### Exercise directions
What is needed is an exact transcription of every record.

### Data shown
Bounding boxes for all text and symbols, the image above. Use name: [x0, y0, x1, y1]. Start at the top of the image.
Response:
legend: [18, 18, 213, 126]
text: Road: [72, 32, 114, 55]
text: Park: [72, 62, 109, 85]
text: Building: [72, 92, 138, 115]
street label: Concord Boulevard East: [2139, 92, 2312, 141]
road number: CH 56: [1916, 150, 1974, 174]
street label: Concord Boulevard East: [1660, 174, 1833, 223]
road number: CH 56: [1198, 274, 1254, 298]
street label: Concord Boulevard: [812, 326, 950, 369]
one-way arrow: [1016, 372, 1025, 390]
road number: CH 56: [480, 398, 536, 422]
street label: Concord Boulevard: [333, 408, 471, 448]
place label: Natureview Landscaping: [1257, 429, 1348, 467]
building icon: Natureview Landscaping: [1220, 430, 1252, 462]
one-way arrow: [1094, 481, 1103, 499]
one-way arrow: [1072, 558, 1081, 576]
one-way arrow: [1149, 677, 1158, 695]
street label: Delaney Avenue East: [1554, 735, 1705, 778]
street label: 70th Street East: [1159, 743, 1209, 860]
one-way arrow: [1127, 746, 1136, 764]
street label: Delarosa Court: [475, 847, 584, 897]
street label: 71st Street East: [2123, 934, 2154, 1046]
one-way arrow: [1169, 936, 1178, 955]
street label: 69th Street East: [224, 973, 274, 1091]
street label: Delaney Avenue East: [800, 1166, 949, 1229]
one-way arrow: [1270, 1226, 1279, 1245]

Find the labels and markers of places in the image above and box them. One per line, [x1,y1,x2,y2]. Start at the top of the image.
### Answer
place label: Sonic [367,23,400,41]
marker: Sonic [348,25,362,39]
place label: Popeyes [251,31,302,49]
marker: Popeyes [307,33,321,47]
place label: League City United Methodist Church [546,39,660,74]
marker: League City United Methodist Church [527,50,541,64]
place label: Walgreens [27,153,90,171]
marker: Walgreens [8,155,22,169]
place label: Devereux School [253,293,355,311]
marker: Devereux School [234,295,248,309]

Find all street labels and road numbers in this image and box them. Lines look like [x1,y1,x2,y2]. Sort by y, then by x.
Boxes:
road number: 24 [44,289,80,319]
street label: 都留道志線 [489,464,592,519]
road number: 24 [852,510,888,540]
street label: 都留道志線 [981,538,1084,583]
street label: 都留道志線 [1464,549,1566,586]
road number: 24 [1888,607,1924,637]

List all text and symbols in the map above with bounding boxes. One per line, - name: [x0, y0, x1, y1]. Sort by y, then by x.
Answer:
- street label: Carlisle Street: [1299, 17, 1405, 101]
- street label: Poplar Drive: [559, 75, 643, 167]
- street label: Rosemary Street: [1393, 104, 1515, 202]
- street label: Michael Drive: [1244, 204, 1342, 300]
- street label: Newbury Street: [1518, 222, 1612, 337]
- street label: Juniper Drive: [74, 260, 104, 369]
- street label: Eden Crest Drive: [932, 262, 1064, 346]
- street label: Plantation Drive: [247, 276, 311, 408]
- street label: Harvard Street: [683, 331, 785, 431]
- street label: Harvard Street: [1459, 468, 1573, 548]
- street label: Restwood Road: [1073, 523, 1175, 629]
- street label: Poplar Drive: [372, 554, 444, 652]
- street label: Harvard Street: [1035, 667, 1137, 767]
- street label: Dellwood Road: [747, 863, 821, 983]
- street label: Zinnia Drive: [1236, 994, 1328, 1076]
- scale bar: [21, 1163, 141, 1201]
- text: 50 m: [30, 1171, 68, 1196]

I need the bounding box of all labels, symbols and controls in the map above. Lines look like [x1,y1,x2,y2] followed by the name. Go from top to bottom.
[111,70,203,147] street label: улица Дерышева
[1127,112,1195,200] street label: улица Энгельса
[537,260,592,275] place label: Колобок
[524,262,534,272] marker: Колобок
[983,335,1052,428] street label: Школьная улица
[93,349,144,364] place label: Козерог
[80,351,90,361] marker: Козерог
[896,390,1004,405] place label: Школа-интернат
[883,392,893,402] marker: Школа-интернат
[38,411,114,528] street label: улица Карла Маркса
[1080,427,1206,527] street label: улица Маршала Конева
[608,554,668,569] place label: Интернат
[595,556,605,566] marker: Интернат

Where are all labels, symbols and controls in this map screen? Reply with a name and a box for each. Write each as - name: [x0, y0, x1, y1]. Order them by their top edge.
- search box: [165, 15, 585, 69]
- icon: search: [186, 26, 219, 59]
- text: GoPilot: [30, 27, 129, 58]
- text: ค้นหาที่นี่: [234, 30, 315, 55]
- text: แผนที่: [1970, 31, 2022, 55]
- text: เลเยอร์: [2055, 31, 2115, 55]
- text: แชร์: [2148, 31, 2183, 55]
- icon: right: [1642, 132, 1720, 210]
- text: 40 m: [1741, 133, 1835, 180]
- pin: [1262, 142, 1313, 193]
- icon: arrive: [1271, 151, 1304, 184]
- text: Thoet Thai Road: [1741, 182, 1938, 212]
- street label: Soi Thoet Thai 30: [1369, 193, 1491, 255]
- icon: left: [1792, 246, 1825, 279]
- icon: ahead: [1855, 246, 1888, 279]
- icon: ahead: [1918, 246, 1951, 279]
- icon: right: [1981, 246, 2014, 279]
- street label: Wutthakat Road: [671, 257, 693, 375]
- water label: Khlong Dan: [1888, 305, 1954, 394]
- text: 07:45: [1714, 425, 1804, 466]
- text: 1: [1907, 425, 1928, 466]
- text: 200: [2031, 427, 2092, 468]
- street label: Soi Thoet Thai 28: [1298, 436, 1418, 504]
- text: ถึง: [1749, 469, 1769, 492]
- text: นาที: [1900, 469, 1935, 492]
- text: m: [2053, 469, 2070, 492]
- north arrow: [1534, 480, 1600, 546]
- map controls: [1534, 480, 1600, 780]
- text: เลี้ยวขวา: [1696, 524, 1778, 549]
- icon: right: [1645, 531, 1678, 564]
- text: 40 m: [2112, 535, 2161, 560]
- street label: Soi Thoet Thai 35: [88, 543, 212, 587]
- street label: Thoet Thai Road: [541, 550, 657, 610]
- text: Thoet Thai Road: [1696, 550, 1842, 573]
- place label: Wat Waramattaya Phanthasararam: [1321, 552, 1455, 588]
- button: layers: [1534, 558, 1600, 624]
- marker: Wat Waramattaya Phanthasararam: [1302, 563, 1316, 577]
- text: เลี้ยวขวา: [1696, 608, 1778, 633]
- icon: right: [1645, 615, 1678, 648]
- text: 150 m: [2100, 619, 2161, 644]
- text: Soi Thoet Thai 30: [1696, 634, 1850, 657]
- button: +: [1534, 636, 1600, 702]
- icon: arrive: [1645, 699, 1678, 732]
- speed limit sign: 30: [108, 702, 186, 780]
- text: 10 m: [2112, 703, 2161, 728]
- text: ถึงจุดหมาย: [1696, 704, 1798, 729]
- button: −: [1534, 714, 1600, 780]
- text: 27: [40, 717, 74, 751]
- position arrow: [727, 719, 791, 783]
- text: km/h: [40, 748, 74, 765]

### Problem solution
Bounding boxes for all text and symbols, the image above. Use name: [x0, y0, x1, y1]. Start at the top of the image.
Response:
legend: [18, 18, 213, 126]
text: Road: [72, 32, 114, 55]
text: Park: [72, 62, 109, 85]
text: Building: [72, 92, 138, 115]
street label: Concord Boulevard East: [2139, 92, 2312, 141]
road number: CH 56: [1916, 150, 1974, 174]
street label: Concord Boulevard East: [1660, 174, 1833, 223]
road number: CH 56: [1198, 274, 1254, 298]
street label: Concord Boulevard: [812, 326, 950, 369]
one-way arrow: [1016, 372, 1025, 390]
road number: CH 56: [480, 398, 536, 422]
street label: Concord Boulevard: [333, 408, 471, 448]
place label: Natureview Landscaping: [1257, 429, 1348, 467]
building icon: Natureview Landscaping: [1220, 430, 1252, 462]
one-way arrow: [1094, 481, 1103, 499]
one-way arrow: [1072, 558, 1081, 576]
one-way arrow: [1149, 677, 1158, 695]
street label: Delaney Avenue East: [1554, 735, 1705, 778]
street label: 70th Street East: [1159, 743, 1209, 860]
one-way arrow: [1127, 746, 1136, 764]
street label: Delarosa Court: [475, 847, 584, 897]
street label: 71st Street East: [2123, 934, 2154, 1046]
one-way arrow: [1169, 936, 1178, 955]
street label: 69th Street East: [224, 973, 274, 1091]
street label: Delaney Avenue East: [800, 1166, 949, 1229]
one-way arrow: [1270, 1226, 1279, 1245]

Find the labels and markers of places in the image above and box them. One per line, [x1,y1,x2,y2]. Start at the top of the image.
### Answer
place label: Sonic [367,23,400,41]
marker: Sonic [348,25,362,39]
place label: Popeyes [251,31,302,49]
marker: Popeyes [307,33,321,47]
place label: League City United Methodist Church [546,39,660,74]
marker: League City United Methodist Church [527,50,541,64]
place label: Walgreens [27,153,90,171]
marker: Walgreens [8,155,22,169]
place label: Devereux School [253,293,355,311]
marker: Devereux School [234,295,248,309]

Find all street labels and road numbers in this image and box them. Lines look like [x1,y1,x2,y2]. Sort by y, then by x.
Boxes:
road number: 24 [44,289,80,319]
street label: 都留道志線 [489,464,592,519]
road number: 24 [852,510,888,540]
street label: 都留道志線 [981,538,1084,583]
street label: 都留道志線 [1464,549,1566,586]
road number: 24 [1888,607,1924,637]

List all text and symbols in the map above with bounding boxes. One per line, - name: [x0, y0, x1, y1]. Sort by y, then by x.
Answer:
- street label: Carlisle Street: [1299, 17, 1405, 101]
- street label: Poplar Drive: [559, 75, 643, 167]
- street label: Rosemary Street: [1393, 104, 1515, 202]
- street label: Michael Drive: [1244, 204, 1342, 300]
- street label: Newbury Street: [1518, 222, 1612, 337]
- street label: Juniper Drive: [74, 260, 104, 369]
- street label: Eden Crest Drive: [932, 262, 1064, 346]
- street label: Plantation Drive: [247, 276, 311, 408]
- street label: Harvard Street: [683, 331, 785, 431]
- street label: Harvard Street: [1459, 468, 1573, 548]
- street label: Restwood Road: [1073, 523, 1175, 629]
- street label: Poplar Drive: [372, 554, 444, 652]
- street label: Harvard Street: [1035, 667, 1137, 767]
- street label: Dellwood Road: [747, 863, 821, 983]
- street label: Zinnia Drive: [1236, 994, 1328, 1076]
- scale bar: [21, 1163, 141, 1201]
- text: 50 m: [30, 1171, 68, 1196]

I need the bounding box of all labels, symbols and controls in the map above. Lines look like [x1,y1,x2,y2] followed by the name. Go from top to bottom.
[111,70,203,147] street label: улица Дерышева
[1127,112,1195,200] street label: улица Энгельса
[537,260,592,275] place label: Колобок
[524,262,534,272] marker: Колобок
[983,335,1052,428] street label: Школьная улица
[93,349,144,364] place label: Козерог
[80,351,90,361] marker: Козерог
[896,390,1004,405] place label: Школа-интернат
[883,392,893,402] marker: Школа-интернат
[38,411,114,528] street label: улица Карла Маркса
[1080,427,1206,527] street label: улица Маршала Конева
[608,554,668,569] place label: Интернат
[595,556,605,566] marker: Интернат

Where are all labels, symbols and controls in this map screen? Reply with a name and a box for each. Write each as - name: [x0, y0, x1, y1]. Order them by their top edge.
- search box: [165, 15, 585, 69]
- icon: search: [186, 26, 219, 59]
- text: GoPilot: [30, 27, 129, 58]
- text: ค้นหาที่นี่: [234, 30, 315, 55]
- text: แผนที่: [1970, 31, 2022, 55]
- text: เลเยอร์: [2055, 31, 2115, 55]
- text: แชร์: [2148, 31, 2183, 55]
- icon: right: [1642, 132, 1720, 210]
- text: 40 m: [1741, 133, 1835, 180]
- pin: [1262, 142, 1313, 193]
- icon: arrive: [1271, 151, 1304, 184]
- text: Thoet Thai Road: [1741, 182, 1938, 212]
- street label: Soi Thoet Thai 30: [1369, 193, 1491, 255]
- icon: left: [1792, 246, 1825, 279]
- icon: ahead: [1855, 246, 1888, 279]
- icon: ahead: [1918, 246, 1951, 279]
- icon: right: [1981, 246, 2014, 279]
- street label: Wutthakat Road: [671, 257, 693, 375]
- water label: Khlong Dan: [1888, 305, 1954, 394]
- text: 07:45: [1714, 425, 1804, 466]
- text: 1: [1907, 425, 1928, 466]
- text: 200: [2031, 427, 2092, 468]
- street label: Soi Thoet Thai 28: [1298, 436, 1418, 504]
- text: ถึง: [1749, 469, 1769, 492]
- text: นาที: [1900, 469, 1935, 492]
- text: m: [2053, 469, 2070, 492]
- north arrow: [1534, 480, 1600, 546]
- map controls: [1534, 480, 1600, 780]
- text: เลี้ยวขวา: [1696, 524, 1778, 549]
- icon: right: [1645, 531, 1678, 564]
- text: 40 m: [2112, 535, 2161, 560]
- street label: Soi Thoet Thai 35: [88, 543, 212, 587]
- street label: Thoet Thai Road: [541, 550, 657, 610]
- text: Thoet Thai Road: [1696, 550, 1842, 573]
- place label: Wat Waramattaya Phanthasararam: [1321, 552, 1455, 588]
- button: layers: [1534, 558, 1600, 624]
- marker: Wat Waramattaya Phanthasararam: [1302, 563, 1316, 577]
- text: เลี้ยวขวา: [1696, 608, 1778, 633]
- icon: right: [1645, 615, 1678, 648]
- text: 150 m: [2100, 619, 2161, 644]
- text: Soi Thoet Thai 30: [1696, 634, 1850, 657]
- button: +: [1534, 636, 1600, 702]
- icon: arrive: [1645, 699, 1678, 732]
- speed limit sign: 30: [108, 702, 186, 780]
- text: 10 m: [2112, 703, 2161, 728]
- text: ถึงจุดหมาย: [1696, 704, 1798, 729]
- button: −: [1534, 714, 1600, 780]
- text: 27: [40, 717, 74, 751]
- position arrow: [727, 719, 791, 783]
- text: km/h: [40, 748, 74, 765]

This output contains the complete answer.